%%

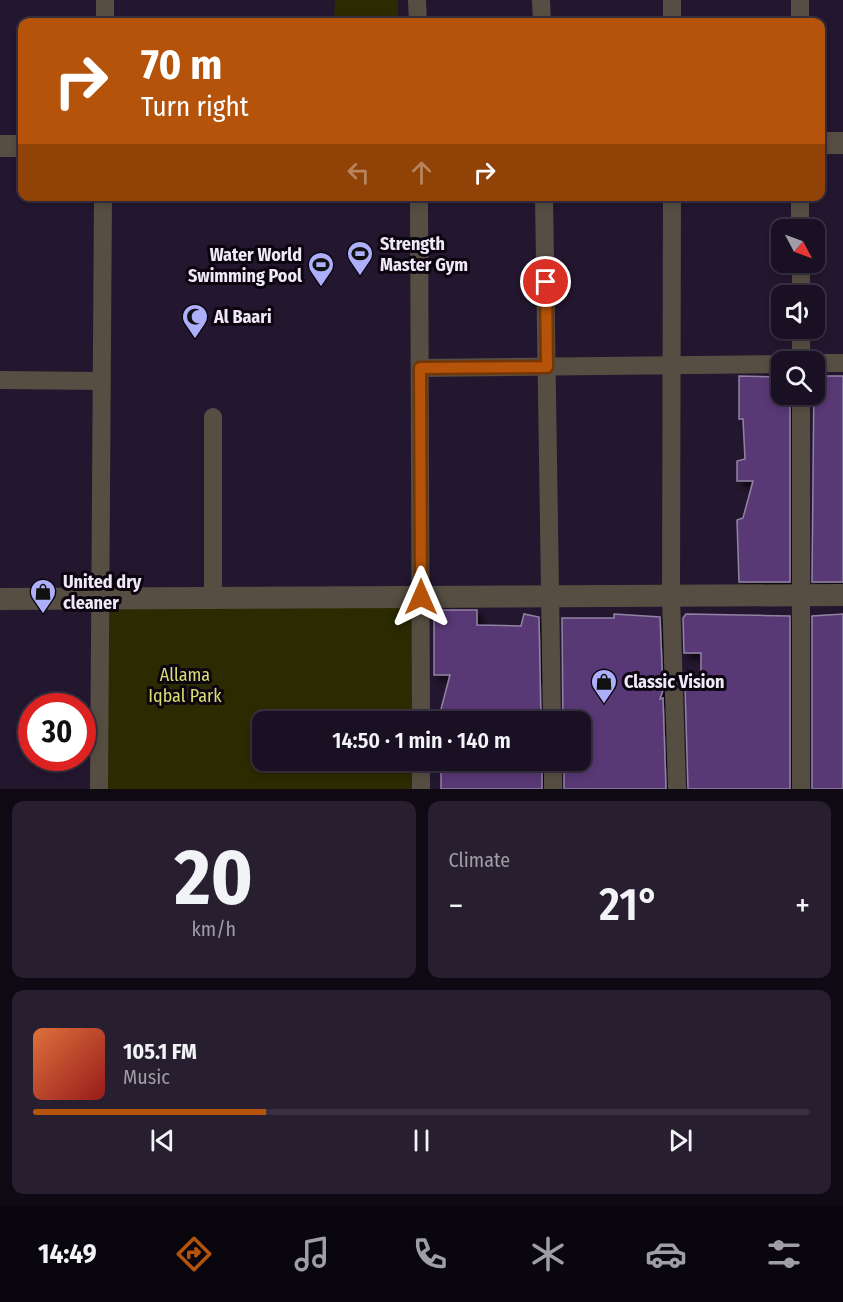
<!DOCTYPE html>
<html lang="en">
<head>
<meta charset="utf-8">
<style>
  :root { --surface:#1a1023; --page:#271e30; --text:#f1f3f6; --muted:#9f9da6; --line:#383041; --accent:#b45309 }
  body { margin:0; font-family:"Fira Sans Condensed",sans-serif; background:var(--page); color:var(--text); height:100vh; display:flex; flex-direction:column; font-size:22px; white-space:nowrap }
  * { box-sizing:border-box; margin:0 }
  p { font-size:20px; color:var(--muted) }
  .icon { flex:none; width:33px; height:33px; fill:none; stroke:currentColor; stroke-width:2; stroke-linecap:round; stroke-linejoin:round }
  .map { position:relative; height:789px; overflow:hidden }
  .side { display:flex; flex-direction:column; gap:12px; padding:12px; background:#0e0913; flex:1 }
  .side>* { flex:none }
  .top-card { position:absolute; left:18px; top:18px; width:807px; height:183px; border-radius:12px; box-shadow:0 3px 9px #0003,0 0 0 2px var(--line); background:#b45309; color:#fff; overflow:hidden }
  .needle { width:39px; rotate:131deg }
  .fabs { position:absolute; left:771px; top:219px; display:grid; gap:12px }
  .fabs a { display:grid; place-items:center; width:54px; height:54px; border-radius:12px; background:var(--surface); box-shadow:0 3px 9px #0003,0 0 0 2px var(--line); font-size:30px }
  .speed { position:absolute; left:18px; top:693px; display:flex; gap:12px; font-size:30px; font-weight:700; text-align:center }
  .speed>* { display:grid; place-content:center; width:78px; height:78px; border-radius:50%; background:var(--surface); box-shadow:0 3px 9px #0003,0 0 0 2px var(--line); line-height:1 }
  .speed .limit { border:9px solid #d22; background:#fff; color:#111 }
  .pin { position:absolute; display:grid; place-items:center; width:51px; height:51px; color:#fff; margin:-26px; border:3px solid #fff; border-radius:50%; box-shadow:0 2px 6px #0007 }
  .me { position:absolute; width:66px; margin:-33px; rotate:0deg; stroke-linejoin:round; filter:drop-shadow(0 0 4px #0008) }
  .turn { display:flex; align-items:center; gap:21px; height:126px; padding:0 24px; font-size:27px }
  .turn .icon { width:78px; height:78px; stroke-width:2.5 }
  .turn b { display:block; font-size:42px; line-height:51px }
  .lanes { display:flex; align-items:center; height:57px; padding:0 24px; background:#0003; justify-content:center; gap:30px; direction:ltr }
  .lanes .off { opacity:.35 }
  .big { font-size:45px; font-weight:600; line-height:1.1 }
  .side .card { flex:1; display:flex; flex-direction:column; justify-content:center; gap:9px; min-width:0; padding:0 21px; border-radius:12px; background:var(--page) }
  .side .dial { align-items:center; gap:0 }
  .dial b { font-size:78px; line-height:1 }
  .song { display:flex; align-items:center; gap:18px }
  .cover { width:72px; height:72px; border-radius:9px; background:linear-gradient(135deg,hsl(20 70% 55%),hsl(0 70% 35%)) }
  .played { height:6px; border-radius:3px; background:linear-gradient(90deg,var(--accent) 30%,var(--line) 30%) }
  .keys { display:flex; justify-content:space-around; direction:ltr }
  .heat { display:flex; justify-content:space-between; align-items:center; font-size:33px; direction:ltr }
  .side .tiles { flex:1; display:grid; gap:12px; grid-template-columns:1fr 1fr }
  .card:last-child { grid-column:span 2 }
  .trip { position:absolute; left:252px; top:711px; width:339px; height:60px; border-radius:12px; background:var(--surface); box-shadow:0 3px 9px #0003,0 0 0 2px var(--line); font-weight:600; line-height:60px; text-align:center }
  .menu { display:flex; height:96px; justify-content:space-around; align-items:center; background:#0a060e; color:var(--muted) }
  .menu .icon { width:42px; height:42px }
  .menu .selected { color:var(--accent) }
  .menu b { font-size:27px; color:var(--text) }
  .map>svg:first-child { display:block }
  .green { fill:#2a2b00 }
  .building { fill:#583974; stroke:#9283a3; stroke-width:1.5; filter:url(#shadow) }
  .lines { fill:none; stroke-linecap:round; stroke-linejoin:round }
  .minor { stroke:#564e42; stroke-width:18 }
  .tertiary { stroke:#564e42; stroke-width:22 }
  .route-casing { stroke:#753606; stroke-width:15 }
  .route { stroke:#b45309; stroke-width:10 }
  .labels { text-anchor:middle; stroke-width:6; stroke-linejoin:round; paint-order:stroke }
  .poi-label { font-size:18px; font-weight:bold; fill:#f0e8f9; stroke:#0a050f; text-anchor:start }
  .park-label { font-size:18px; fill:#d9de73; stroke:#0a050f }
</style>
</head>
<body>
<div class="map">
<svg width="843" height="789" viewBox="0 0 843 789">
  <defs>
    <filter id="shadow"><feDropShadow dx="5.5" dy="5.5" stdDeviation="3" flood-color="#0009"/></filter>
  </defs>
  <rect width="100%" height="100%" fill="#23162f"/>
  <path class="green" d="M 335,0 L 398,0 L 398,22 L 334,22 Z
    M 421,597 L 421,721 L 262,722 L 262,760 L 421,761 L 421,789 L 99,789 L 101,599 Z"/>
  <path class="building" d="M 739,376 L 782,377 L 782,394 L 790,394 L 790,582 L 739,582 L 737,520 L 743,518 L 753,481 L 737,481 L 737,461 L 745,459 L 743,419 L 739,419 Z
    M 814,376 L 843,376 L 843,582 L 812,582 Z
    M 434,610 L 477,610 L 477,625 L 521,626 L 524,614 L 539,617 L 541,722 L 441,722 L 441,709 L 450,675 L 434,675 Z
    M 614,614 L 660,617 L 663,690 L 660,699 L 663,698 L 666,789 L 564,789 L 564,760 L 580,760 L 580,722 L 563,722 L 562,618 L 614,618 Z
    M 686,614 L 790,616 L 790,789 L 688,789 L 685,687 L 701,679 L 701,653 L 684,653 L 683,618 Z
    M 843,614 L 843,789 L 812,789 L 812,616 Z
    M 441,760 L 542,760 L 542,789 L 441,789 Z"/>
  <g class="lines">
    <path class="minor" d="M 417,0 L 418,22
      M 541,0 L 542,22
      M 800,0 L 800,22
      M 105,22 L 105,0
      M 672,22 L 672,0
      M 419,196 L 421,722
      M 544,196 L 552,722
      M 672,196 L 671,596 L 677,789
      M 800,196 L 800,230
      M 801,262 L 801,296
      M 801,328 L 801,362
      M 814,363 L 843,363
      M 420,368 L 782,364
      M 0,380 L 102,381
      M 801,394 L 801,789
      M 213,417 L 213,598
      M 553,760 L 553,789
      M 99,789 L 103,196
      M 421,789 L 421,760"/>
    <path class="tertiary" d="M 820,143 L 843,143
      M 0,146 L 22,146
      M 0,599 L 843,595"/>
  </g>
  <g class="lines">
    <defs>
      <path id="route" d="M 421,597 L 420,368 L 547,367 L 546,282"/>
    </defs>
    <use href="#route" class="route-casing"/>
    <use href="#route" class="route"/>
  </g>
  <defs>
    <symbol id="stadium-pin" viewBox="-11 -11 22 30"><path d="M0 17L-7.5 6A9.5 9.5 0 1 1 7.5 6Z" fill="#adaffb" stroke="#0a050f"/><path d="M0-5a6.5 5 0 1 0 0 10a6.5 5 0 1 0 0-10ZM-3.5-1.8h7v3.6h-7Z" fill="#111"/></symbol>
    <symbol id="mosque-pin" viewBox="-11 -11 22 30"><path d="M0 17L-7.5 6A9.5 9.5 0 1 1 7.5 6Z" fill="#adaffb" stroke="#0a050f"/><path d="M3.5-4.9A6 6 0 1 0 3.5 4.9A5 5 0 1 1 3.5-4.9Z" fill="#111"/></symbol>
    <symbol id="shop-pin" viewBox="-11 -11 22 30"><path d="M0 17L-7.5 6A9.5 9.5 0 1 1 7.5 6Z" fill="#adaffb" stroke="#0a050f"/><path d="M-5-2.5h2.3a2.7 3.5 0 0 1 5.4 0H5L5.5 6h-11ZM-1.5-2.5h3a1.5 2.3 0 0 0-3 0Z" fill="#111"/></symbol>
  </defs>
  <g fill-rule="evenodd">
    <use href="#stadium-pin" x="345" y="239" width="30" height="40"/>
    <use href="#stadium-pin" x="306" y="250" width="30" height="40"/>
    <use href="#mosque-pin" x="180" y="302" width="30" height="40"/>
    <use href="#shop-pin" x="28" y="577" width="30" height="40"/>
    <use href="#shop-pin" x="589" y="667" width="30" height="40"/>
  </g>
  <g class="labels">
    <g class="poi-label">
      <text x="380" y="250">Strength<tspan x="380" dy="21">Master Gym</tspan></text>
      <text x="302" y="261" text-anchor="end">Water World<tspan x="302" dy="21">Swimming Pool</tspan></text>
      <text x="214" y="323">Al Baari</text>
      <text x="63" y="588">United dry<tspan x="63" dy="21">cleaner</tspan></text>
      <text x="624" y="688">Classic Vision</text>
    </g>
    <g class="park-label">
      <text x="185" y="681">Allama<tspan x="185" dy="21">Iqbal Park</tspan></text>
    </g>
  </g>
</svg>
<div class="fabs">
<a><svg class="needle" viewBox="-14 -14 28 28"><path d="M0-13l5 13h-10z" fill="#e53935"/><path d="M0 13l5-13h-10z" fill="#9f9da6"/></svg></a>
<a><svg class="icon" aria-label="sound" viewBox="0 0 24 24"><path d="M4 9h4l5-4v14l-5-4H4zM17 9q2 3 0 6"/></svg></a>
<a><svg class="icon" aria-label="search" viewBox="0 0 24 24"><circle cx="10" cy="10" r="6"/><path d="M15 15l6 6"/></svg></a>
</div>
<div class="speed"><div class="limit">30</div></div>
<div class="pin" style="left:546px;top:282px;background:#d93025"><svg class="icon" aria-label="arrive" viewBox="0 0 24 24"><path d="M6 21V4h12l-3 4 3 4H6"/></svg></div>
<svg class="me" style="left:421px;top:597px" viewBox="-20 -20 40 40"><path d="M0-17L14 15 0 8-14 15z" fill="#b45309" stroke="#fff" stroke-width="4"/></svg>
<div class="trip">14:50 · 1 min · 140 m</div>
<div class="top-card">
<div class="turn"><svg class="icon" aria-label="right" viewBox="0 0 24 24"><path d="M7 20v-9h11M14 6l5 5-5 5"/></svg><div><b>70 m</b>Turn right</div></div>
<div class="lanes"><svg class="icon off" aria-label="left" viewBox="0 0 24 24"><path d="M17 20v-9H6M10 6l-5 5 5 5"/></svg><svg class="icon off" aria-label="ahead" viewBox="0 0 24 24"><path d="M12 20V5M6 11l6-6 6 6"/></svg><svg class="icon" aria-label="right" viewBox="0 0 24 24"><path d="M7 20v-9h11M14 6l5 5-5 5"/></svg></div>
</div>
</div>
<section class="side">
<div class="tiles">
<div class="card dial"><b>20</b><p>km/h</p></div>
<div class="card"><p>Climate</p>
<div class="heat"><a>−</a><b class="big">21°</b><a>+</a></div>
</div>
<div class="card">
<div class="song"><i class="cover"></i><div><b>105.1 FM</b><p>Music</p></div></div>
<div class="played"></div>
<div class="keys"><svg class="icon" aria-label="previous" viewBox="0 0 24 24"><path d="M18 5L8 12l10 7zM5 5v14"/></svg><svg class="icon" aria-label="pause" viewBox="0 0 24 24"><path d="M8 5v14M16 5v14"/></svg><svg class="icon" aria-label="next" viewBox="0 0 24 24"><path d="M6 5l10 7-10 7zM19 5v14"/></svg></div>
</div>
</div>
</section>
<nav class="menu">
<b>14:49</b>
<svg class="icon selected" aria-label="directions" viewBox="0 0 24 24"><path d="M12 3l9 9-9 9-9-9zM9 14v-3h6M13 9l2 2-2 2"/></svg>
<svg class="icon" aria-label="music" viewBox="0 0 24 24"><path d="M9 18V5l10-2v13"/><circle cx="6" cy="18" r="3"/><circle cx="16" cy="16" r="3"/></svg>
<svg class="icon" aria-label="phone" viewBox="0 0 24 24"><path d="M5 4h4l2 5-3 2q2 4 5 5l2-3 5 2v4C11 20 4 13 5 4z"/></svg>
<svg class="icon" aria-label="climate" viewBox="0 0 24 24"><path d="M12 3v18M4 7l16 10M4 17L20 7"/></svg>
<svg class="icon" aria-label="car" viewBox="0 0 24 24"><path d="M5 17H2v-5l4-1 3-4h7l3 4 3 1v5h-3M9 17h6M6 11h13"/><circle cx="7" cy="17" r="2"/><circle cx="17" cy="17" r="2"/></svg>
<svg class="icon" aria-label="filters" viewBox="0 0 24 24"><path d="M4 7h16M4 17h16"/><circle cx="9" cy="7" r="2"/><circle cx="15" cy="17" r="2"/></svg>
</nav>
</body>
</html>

%%

- TASK PROMPT: If a line in the material contains the word "solid", copy that line.

- FINAL ANSWER:
  .speed .limit { border:9px solid #d22; background:#fff; color:#111 }
  .pin { position:absolute; display:grid; place-items:center; width:51px; height:51px; color:#fff; margin:-26px; border:3px solid #fff; border-radius:50%; box-shadow:0 2px 6px #0007 }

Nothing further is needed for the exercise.